When I was a freshman at Manchester College in North Manchester, Indiana (now university), I recall there were two “older” women students; one was in her early 40s and actually in my classes, don’t know the age of the other, a little younger, but she had been a missionary and was updating her credentials. I met her years later when I went back to MC to search the archives for some genealogy information and she was the archivist then. Mt. Morris College where my parents and grandparents had attended had merged with MC after its closing in 1932, so their college records were at MC.  Of course, at 18 I thought anyone over 25 was ancient, but it was a novelty then to have women the age of our mothers in our classes.
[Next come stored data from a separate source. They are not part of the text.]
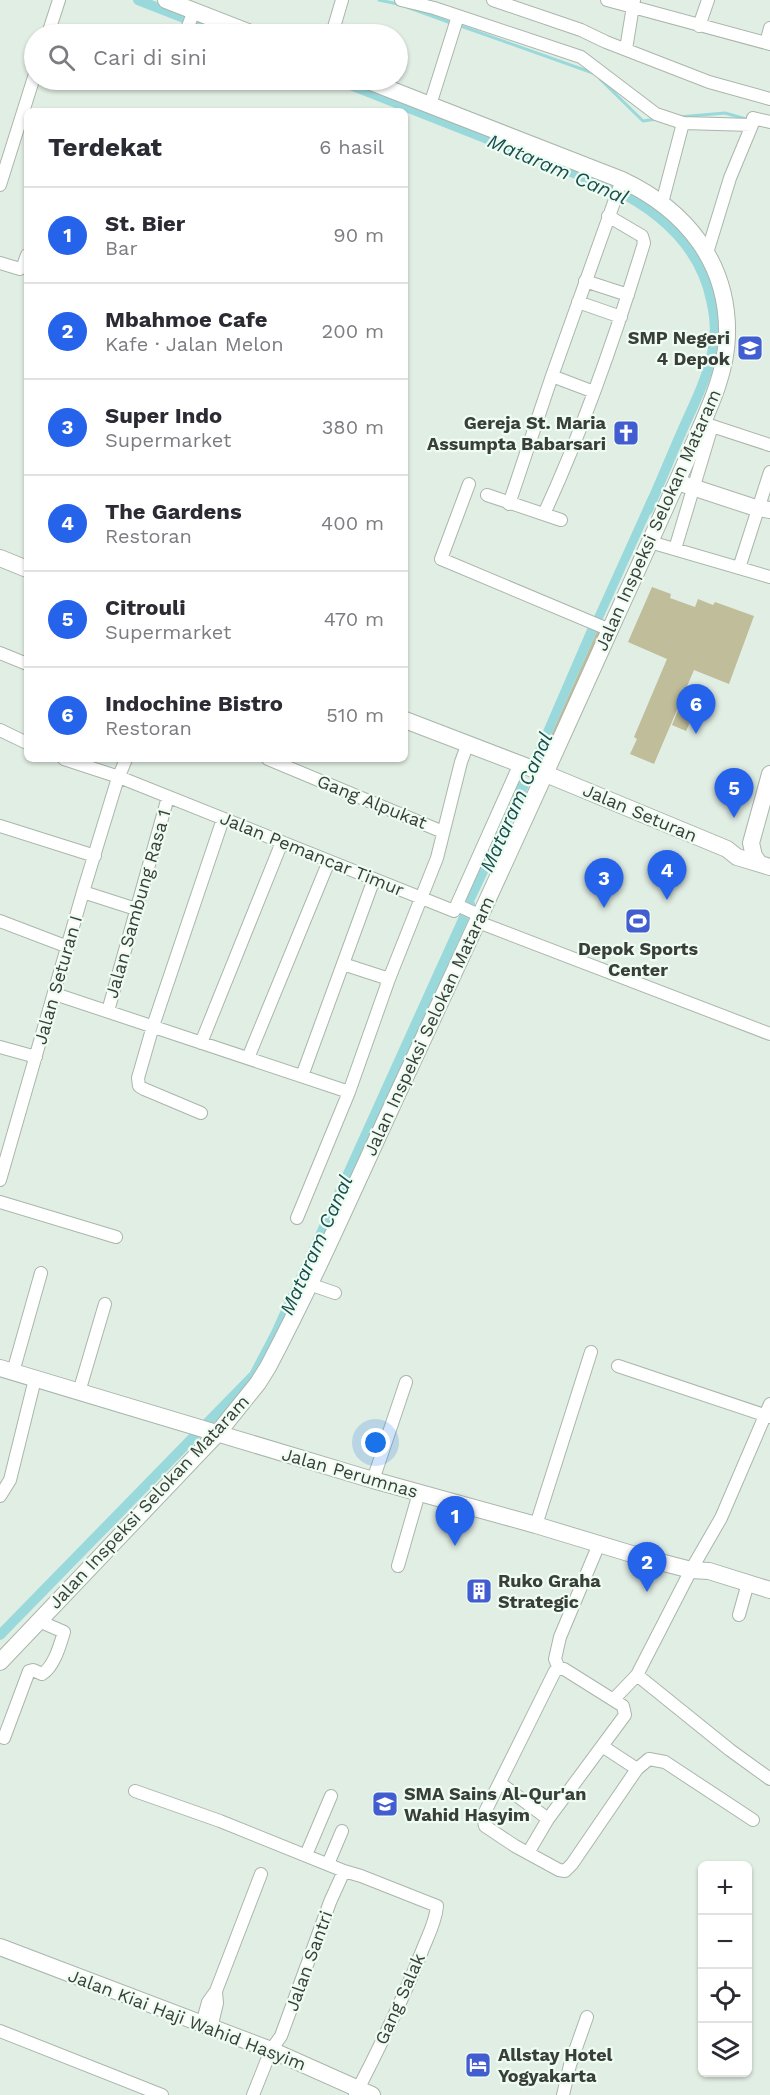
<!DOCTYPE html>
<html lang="id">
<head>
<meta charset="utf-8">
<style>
  body { margin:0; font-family:"Work Sans",sans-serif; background:#f2f2f3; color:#2b2b33 }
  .controls { position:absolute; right:18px; bottom:18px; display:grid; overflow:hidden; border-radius:9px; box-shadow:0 2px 4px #0004 }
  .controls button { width:54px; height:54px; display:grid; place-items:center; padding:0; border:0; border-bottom:2px solid #e1e1e2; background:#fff; color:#2b2b33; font:30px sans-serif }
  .you { position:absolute; left:376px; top:1443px; width:21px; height:21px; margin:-15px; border:4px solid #fff; border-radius:50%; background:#1a73e8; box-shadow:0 0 0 9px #1a73e833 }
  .badge { display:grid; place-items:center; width:39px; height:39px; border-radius:50%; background:#2563eb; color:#fff; font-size:20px; font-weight:700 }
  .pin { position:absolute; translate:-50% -50px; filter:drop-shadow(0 2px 3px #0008) }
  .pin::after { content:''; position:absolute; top:32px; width:21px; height:18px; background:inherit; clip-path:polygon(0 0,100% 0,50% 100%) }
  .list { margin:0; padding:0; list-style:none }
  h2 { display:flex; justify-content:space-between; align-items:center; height:78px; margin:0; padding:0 24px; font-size:26px }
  h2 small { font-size:20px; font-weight:400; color:#7c7c81 }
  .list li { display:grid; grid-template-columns:39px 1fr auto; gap:18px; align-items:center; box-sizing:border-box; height:96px; padding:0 24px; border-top:2px solid #e1e1e2 }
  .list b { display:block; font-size:22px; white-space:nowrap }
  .list p { margin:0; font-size:20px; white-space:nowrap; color:#7c7c81 }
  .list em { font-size:20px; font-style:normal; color:#7c7c81 }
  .icon { flex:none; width:33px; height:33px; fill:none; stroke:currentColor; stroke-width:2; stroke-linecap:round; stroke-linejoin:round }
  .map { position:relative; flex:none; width:770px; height:2095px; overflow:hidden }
  .search { position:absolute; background:#fff; box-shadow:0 2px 4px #0004; left:24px; top:24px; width:384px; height:66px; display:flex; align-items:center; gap:15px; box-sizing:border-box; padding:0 21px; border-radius:33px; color:#7c7c81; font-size:22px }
  .panel { position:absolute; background:#fff; box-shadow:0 2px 4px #0004; left:24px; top:108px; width:384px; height:654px; border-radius:9px }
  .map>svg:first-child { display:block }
  .green { fill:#c0bd9a }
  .water { fill:#99d9db }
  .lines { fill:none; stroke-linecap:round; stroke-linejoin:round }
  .stream { stroke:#99d9db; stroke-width:3 }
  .canal { stroke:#99d9db; stroke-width:10 }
  .street-casing { stroke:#aab6ac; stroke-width:14 }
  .secondary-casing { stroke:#aab6ac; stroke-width:18 }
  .street { stroke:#fff; stroke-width:12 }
  .secondary { stroke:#fff; stroke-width:16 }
  .labels { text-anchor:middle; stroke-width:4.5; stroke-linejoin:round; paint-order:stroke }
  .poi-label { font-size:18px; font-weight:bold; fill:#393e3a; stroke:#effcf1; text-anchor:start }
  .street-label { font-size:18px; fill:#393e3a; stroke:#effcf1 }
  .water-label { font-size:20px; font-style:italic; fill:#174f51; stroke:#effcf1 }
</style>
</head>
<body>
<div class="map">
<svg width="770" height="2095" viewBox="0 0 770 2095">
  <rect width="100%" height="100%" fill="#e1eee4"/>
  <path class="green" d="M 652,587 L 671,594 L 670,598 L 695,607 L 698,599 L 713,605 L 715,602 L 754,616 L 729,684 L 694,670 L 654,764 L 630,754 L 637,739 L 634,737 L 667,659 L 628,642 Z
    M 597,631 L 602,633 L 543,767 L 538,765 Z
    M 687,688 L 702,695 L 686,731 L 672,725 Z"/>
  <path class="water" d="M 649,495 L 657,499 L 601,623 L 593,619 Z
    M 588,627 L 597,631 L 538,765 L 530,761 Z
    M 519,779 L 530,784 L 472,906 L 464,903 Z"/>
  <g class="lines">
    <path class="stream" d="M 379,0 L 398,4
      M 407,7 L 451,23
      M 458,25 L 593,73
      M 600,79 L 643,121 L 657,119
      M 679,117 L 725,113 L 746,119"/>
    <path class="canal" d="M 138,0 L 225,34
      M 338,80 L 612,188 C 659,211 700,246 711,300 C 714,313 716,327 714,340 C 711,369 698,396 686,422 C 673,451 661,481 648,510
      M 0,1635 L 254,1375 L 276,1333 L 470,904"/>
    <defs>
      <path id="street" d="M 401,0 L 434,8 L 581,57 L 656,114 L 683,123 L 752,125 L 753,118 L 770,122
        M 493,0 L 581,30 L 606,42 L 709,82 L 770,99
        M 607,0 L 770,44
        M 699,26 L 708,0
        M 48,34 L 59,0
        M 185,34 L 194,11
        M 332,34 L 342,0
        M 766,43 L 770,28
        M 626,49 L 634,0
        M 430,105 L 458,16
        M 0,185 L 34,77
        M 662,203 L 683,123
        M 707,253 L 730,178 L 752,125
        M 0,263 L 20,269 L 23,266 L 27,255
        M 585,281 L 628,295
        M 578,302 L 621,317
        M 552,376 L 594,392
        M 706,424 L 770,445
        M 469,484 L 441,559 L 610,630
        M 487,495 L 561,520
        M 509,504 L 552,376 L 622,180
        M 544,514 C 584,427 616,335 644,243 L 642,236 L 608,216
        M 650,542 L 770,577
        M 675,549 L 712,426
        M 739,568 L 770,472
        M 0,653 L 27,664
        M 0,730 L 27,743
        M 64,759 L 119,777 L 454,911 L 518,768
        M 268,759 L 443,832
        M 0,826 L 95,856
        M 83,892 L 136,909
        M 457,905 L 481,916
        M 0,921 L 68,947
        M 478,922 L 770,1034
        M 343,964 L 389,979
        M 55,994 L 349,1092
        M 108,1011 L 168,797
        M 201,1043 L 282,842
        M 0,1047 L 36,1057
        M 248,1058 L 329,861
        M 302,1076 L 374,879
        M 201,1113 L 144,1089 L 139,1086 L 138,1078 L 153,1026 L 223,819
        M 0,1180 L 83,892 L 117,781 L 126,759
        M 0,1202 L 116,1237
        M 297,1218 L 349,1092 L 389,979 L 437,858 L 461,762 L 468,743
        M 309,1284 L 335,1293
        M 618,1366 L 770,1417
        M 13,1372 L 41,1273
        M 79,1392 L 105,1304
        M 373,1480 L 406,1382
        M 0,1496 L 10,1480 L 35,1379
        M 536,1525 L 591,1352
        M 398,1566 L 419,1493
        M 739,1615 L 748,1583
        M 559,1669 L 555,1659 L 560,1637 L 599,1544
        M 637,1675 L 730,1750 L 770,1779
        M 614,1699 L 637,1675 L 691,1570 L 721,1518 L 770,1404
        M 4,1738 L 29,1671 L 33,1670 L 42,1674 C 54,1667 60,1645 64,1632 L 39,1621
        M 637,1769 L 649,1759 L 665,1762 L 753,1820
        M 500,1783 L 548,1819 L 551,1815 L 625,1715 L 623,1706 L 564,1669 L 559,1669 L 555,1671 L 483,1816 L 485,1826 L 515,1846 L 559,1870 L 565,1871 L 572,1864 L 637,1769 L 602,1746
        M 135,1791 L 220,1821 L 344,1871 L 361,1876 L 437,1906 C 436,1920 429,1934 424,1946 C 404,1997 380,2047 355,2095
        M 528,1853 L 548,1819
        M 306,1855 L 331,1796
        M 328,1864 L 342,1831
        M 202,2024 L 208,2002 L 216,1991 L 261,1874
        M 211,2028 L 217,2003 L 216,1992
        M 0,2031 L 162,2095
        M 253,2095 L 271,2050 L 281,2036 L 330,1902 L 344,1871
        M 563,2095 L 570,2065 L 587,2017"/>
      <path id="secondary" d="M 166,0 L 253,34
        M 677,482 L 753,507 L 770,510
        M 0,558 L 27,569
        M 405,720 L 546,774 L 727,849 L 737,857 L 770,867
        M 759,863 L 754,856 L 751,843 L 770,774
        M 0,1368 L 373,1480 L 536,1525 L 645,1558 L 691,1570 L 709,1571 L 770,1590
        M 0,1662 L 217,1434 L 258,1383 L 268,1367 C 315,1278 355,1186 397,1095 C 471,937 543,779 614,621 C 640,564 666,507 691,450 C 706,414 726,376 727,336 C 729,263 686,210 622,180 L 366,80
        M 0,1947 L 271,2050 L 372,2095"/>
    </defs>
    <use href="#street" class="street-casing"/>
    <use href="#secondary" class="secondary-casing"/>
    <use href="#street" class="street"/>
    <use href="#secondary" class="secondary"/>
  </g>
  <defs>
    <symbol id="school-square" viewBox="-11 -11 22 22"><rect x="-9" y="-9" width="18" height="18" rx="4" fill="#425dd0" stroke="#effcf1"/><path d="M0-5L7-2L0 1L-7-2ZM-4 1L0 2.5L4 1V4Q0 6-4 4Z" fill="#fff"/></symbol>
    <symbol id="church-square" viewBox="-11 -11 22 22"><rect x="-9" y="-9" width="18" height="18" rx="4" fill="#425dd0" stroke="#effcf1"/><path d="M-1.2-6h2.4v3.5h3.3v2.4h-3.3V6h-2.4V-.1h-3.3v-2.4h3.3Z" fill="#fff"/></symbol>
    <symbol id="stadium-square" viewBox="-11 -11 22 22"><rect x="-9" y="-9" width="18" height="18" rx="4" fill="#425dd0" stroke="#effcf1"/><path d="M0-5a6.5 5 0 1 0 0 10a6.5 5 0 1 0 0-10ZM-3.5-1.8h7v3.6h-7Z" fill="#fff"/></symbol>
    <symbol id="building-square" viewBox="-11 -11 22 22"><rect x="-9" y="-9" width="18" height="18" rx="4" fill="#425dd0" stroke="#effcf1"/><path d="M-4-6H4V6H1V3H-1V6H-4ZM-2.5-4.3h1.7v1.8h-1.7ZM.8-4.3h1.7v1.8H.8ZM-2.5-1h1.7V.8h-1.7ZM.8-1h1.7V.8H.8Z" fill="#fff"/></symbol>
    <symbol id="hotel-square" viewBox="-11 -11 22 22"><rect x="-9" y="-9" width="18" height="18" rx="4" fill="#425dd0" stroke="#effcf1"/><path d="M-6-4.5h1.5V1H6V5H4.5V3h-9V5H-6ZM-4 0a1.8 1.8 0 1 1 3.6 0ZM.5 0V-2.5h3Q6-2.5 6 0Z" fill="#fff"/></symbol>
  </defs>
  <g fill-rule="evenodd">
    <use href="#school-square" x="735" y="333" width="30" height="30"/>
    <use href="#church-square" x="611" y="418" width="30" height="30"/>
    <use href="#stadium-square" x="623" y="906" width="30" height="30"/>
    <use href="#building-square" x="464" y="1576" width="30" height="30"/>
    <use href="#school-square" x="370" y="1789" width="30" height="30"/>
    <use href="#hotel-square" x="463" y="2050" width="30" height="30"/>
  </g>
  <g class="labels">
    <g class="poi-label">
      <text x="730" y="344" text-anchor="end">SMP Negeri<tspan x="730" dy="21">4 Depok</tspan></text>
      <text x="606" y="429" text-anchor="end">Gereja St. Maria<tspan x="606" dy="21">Assumpta Babarsari</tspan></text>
      <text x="638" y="955" text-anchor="middle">Depok Sports<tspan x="638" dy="21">Center</tspan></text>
      <text x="498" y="1587">Ruko Graha<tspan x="498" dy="21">Strategic</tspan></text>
      <text x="404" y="1800">SMA Sains Al-Qur'an<tspan x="404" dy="21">Wahid Hasyim</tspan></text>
      <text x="498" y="2061">Allstay Hotel<tspan x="498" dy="21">Yogyakarta</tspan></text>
    </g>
    <g class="street-label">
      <text transform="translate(658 520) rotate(-66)" y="6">Jalan Inspeksi Selokan Mataram</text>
      <text transform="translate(372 802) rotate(22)" y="6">Gang Alpukat</text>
      <text transform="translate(640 813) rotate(23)" y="6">Jalan Seturan</text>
      <text transform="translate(312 854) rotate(22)" y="6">Jalan Pemancar Timur</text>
      <text transform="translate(138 904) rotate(-74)" y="6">Jalan Sambung Rasa 1</text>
      <text transform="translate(58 980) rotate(-74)" y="6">Jalan Seturan I</text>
      <text transform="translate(429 1026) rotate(-65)" y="6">Jalan Inspeksi Selokan Mataram</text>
      <text transform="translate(350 1473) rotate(16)" y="6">Jalan Perumnas</text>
      <text transform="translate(149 1502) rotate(-47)" y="6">Jalan Inspeksi Selokan Mataram</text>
      <text transform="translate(309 1961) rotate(-70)" y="6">Jalan Santri</text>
      <text transform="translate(400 1999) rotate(-66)" y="6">Gang Salak</text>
      <text transform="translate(187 2020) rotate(21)" y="6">Jalan Kiai Haji Wahid Hasyim</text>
    </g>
    <g class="water-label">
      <text transform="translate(558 169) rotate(23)" y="7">Mataram Canal</text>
      <text transform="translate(516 802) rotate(-66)" y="7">Mataram Canal</text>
      <text transform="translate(316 1245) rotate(-66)" y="7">Mataram Canal</text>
    </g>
  </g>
</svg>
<div class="controls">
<button>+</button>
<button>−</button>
<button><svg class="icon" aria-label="locate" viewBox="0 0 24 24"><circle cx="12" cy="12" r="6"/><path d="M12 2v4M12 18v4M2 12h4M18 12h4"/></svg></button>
<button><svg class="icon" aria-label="layers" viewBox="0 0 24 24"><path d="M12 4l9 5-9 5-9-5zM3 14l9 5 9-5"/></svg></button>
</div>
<div class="you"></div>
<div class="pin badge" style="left:455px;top:1546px">1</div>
<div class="pin badge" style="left:647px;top:1592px">2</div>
<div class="pin badge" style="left:604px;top:908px">3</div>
<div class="pin badge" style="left:667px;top:900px">4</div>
<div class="pin badge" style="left:734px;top:818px">5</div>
<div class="pin badge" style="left:696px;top:734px">6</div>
<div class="search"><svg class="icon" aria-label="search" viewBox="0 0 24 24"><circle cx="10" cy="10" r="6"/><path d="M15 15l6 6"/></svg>Cari di sini</div>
<section class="panel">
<h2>Terdekat<small>6 hasil</small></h2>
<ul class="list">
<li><span class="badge">1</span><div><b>St. Bier</b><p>Bar</p></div><em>90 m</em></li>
<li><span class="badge">2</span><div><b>Mbahmoe Cafe</b><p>Kafe · Jalan Melon</p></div><em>200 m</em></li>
<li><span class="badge">3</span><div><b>Super Indo</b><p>Supermarket</p></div><em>380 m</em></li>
<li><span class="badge">4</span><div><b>The Gardens</b><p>Restoran</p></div><em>400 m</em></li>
<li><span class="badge">5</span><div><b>Citrouli</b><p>Supermarket</p></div><em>470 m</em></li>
<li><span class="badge">6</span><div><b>Indochine Bistro</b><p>Restoran</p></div><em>510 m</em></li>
</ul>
</section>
</div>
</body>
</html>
I thought that when I retired I would take advantage of all the programs for older and non-traditional students available at Ohio State University, which is virtually next door.  But that also meant driving there, parking, bad weather, etc., and I never did sign up.  I took two evening classes at the local high school, one in accounting and one in Spanish.  I didn’t do well, and although all of us were college grads just updating skills, I was one of the oldest.   For a librarian, being able to search the internet and have information at my finger tips, is like heaven, even though I still prefer print on paper. I don't enjoy the classroom or deadlines anymore, so over the years, the internet with YouTube, on-line news, and access to journals through Ohio State has been my teacher and class mates.  Stressors of college, comparing traditional and non-traditional students

"Significant differences were found between the nontraditional and traditional students for events in the following categories: academics, peer and social relations, family and network, autonomy and responsibility, and intimacy. Nontraditional students enjoyed going to classes and doing homework more, whereas traditional students worried more about school performance. Peer events, including social activities, had much more impact on traditional students, whereas nontraditional students reported much more responsibility in the home. The results suggest that there are significant differences between the groups in their perceptions of stressors."